You may have concerns over finances, support from your partner and other family members, as well as retaining your job. Because of this, you may find yourself experiencing fear, determination, or sadness all at the same time.
What causes this emotional roller coaster? Fluctuating hormones play a major role here, as do other factors like fatigue and stress (14).
How do you handle these emotions? Here are some tips to help.
- Talk to your partner and express your feelings. If there are unresolved issues in your relationship, do your best to talk about them calmly.
- Identify stress triggers and if possible, find lasting solutions for them.
- Rest as much as you can.
- Pamper yourself — find something that helps uplift your mood.
- Avoid chocolates and other sweets that will give an instant high and then leave you in the dumps.
- You can also talk to a counselor or therapist if the symptoms become severe.
12. Out of This World Cravings
Eclectic food combos, tropical fruits you ate years ago while on vacation, or a late-night treat all might appeal to you now. Food cravings are as varied as pregnant women themselves. All over the world, women have the weirdest cravings.
What brings about these cravings? Doctors suggest it’s your body’s way of asking for a nutrient it needs. So, it’s really not that ice cream your body wants, rather something in it, like calcium (15).
The thing with cravings is that you can easily replace good nutritious meals with what you crave. Unfortunately, this can mean both you and your baby get empty calories in place of the nutrition you require. Plus you may gain lots of weight.
If you crave non-food items like paper, clay, or chalk, please see your women’s health provider. Your body may be lacking important nutrients and whatever you are consuming can hurt your baby.
13. Food Aversions
Alongside cravings is food aversion. Foods you liked or didn’t mind become so repulsive they make you gag. Some food aversions diminish as you settle into the second trimester while others last throughout your pregnancy and beyond.
Why does it happen? There is no conclusive reason why a pregnant woman will have food aversions.

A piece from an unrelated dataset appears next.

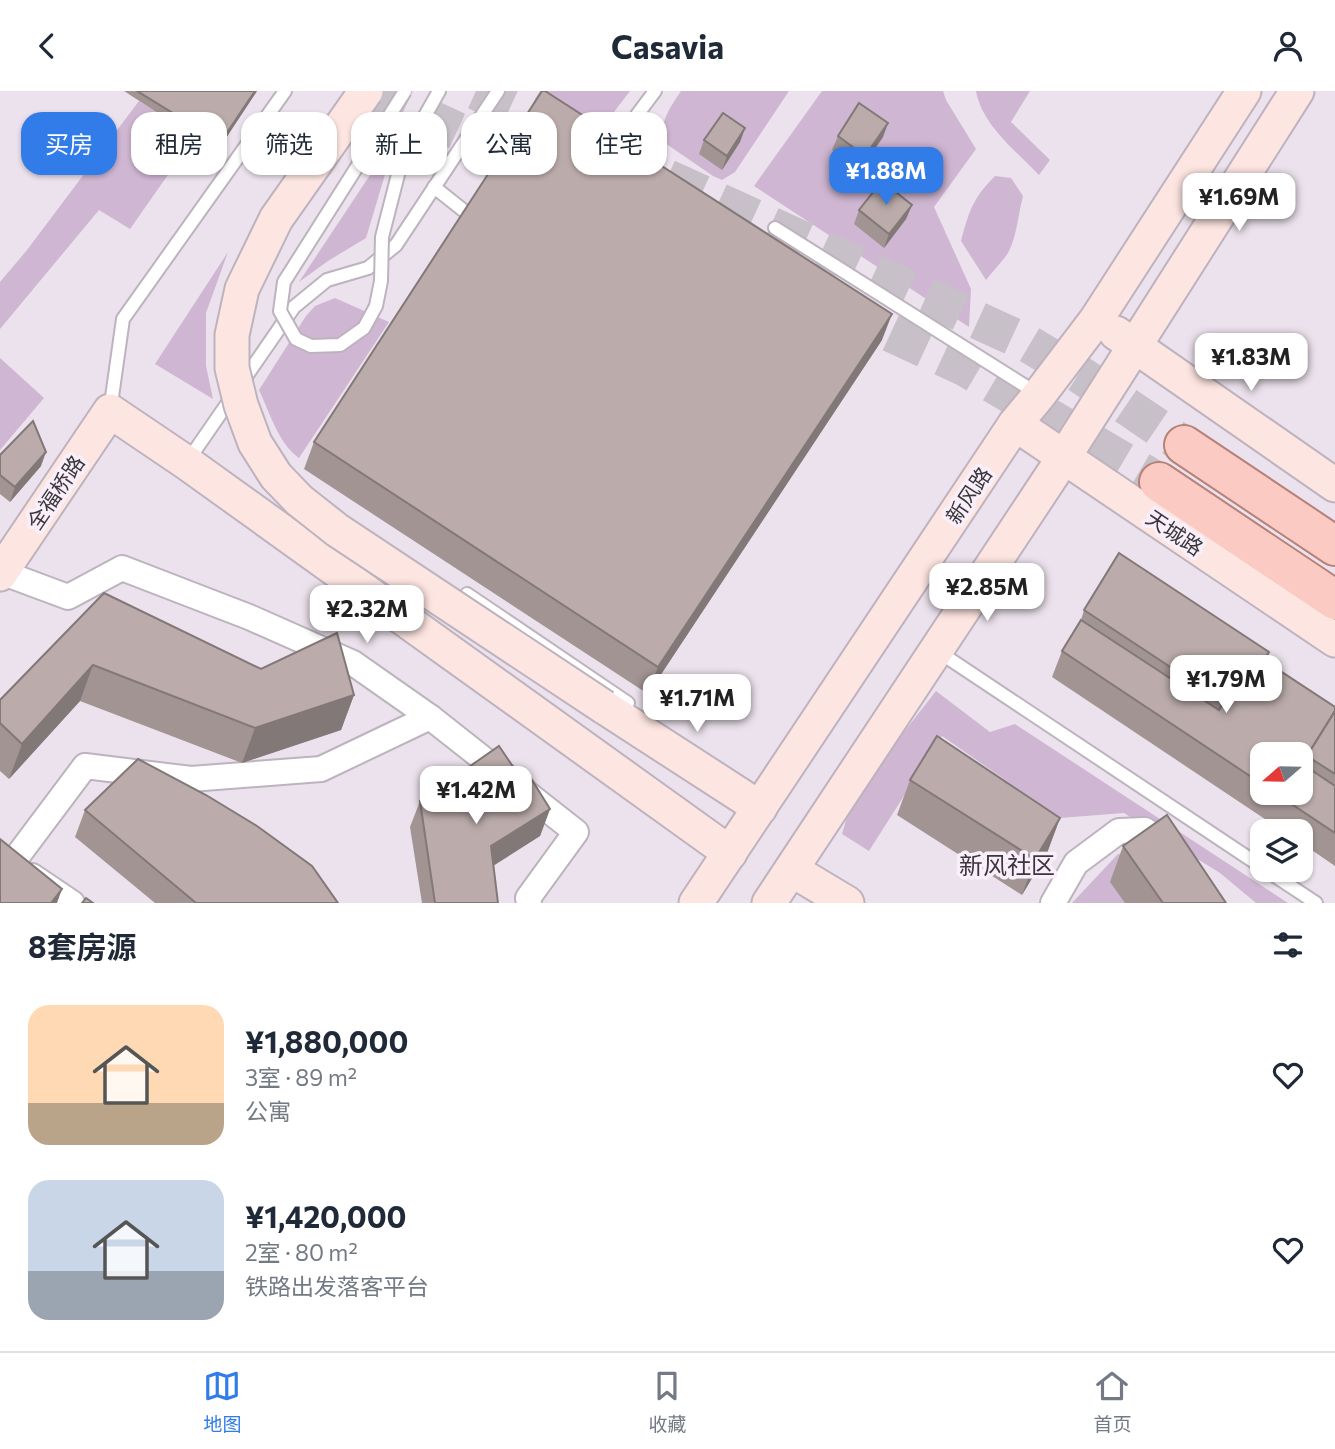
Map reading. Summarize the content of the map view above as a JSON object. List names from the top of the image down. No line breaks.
{"streets":{"main road":["全福桥路","新风路","天城路"]},"crossings":[["新风路","天城路"]],"districts":["新风社区"],"north":"left","page":{"header":"Casavia","chip":["买房","租房","筛选","新上","公寓","住宅"],"price":["¥1.88M","¥1.69M","¥1.83M","¥2.85M","¥2.32M","¥1.79M","¥1.71M","¥1.42M"],"heading":"8套房源","list":[{"name":"¥1,880,000","note":"3室 · 89 m² · 公寓"},{"name":"¥1,420,000","note":"2室 · 80 m² · 铁路出发落客平台"}],"tabs":["地图","收藏","首页"]}}
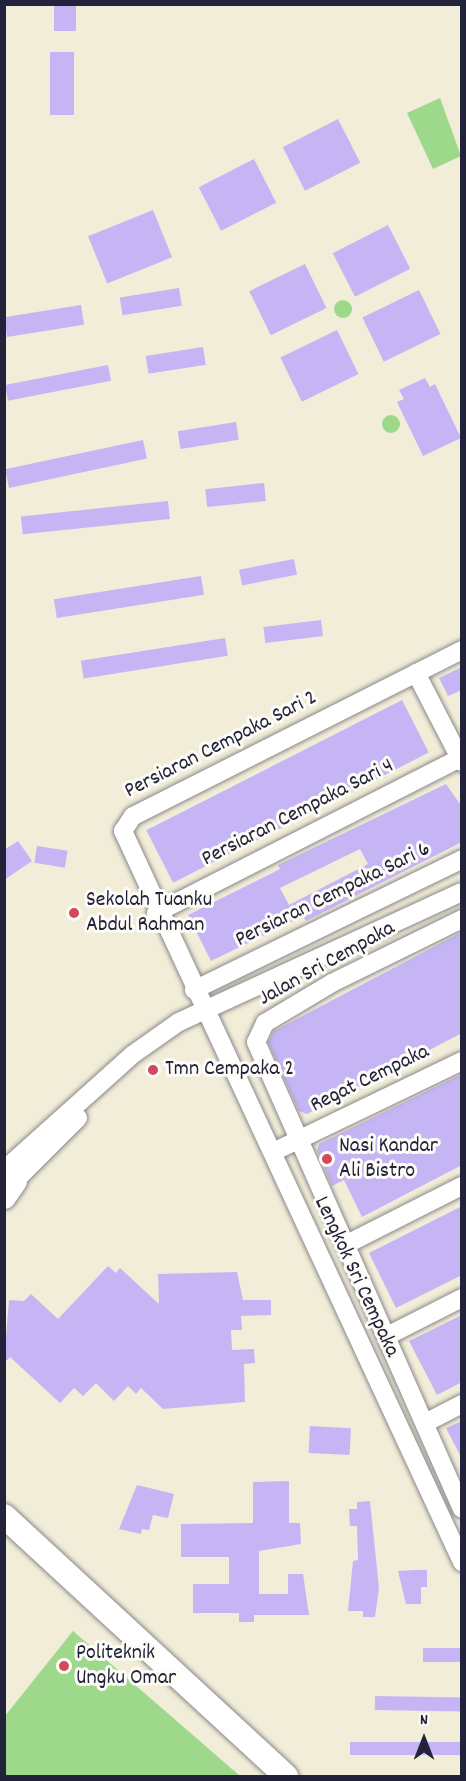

However, doctors link the hormone hCG to this symptom since it peaks about the time when nausea and vomiting starts (16).
The best way to handle food aversion is to speak to your doctor or nutritionist about it. This is because you may have aversions to healthy foods. A professional will work with you to identify other foods that will provide the same nutrition or better.
14. Frequent Urination
Frequent urination is common in the first trimester for two reasons. First, your body’s working overtime to eliminate waste from your system. Second, your growing uterus and baby press against your bladder, making you feel like peeing often.
You can reduce the visits by replacing teas, colas, and coffee with water and other healthy drinks. This is because caffeine makes you urinate more.
This would be a great time to start working on your kegel exercises. These exercises do a good job of helping to strengthen vaginal muscles. They also help strengthen muscles that support the bladder, uterus, and bowels.
Plus, toning all these minimize decreased bladder control which every pregnant woman wants.
15. Dizzy Spells
If you experience dizzy spells alongside a couple of other symptoms, it’s possible there is a bun in the oven.
What causes the dizzy spells? There are several reasons why you would experience lightheadedness that include the following (17):
- Elevated progesterone levels increase blood flow to your baby, which in turn lowers the flow of blood to your brain. This makes you dizzy.
- Low blood sugar.
- Low levels of iron if you’re anemic.
How do you handle the dizziness?
- Avoid standing for a long time. If this is not possible, then try moving around or moving your feet to increase circulation.
- Have small meals regularly to help keep your blood sugar levels in a good range.
- Stand up slowly, whether you’re getting up from the couch, the bed, or the bath.
- If you are feeling fatigued and dizzy, consider asking your healthcare provider to test your iron levels.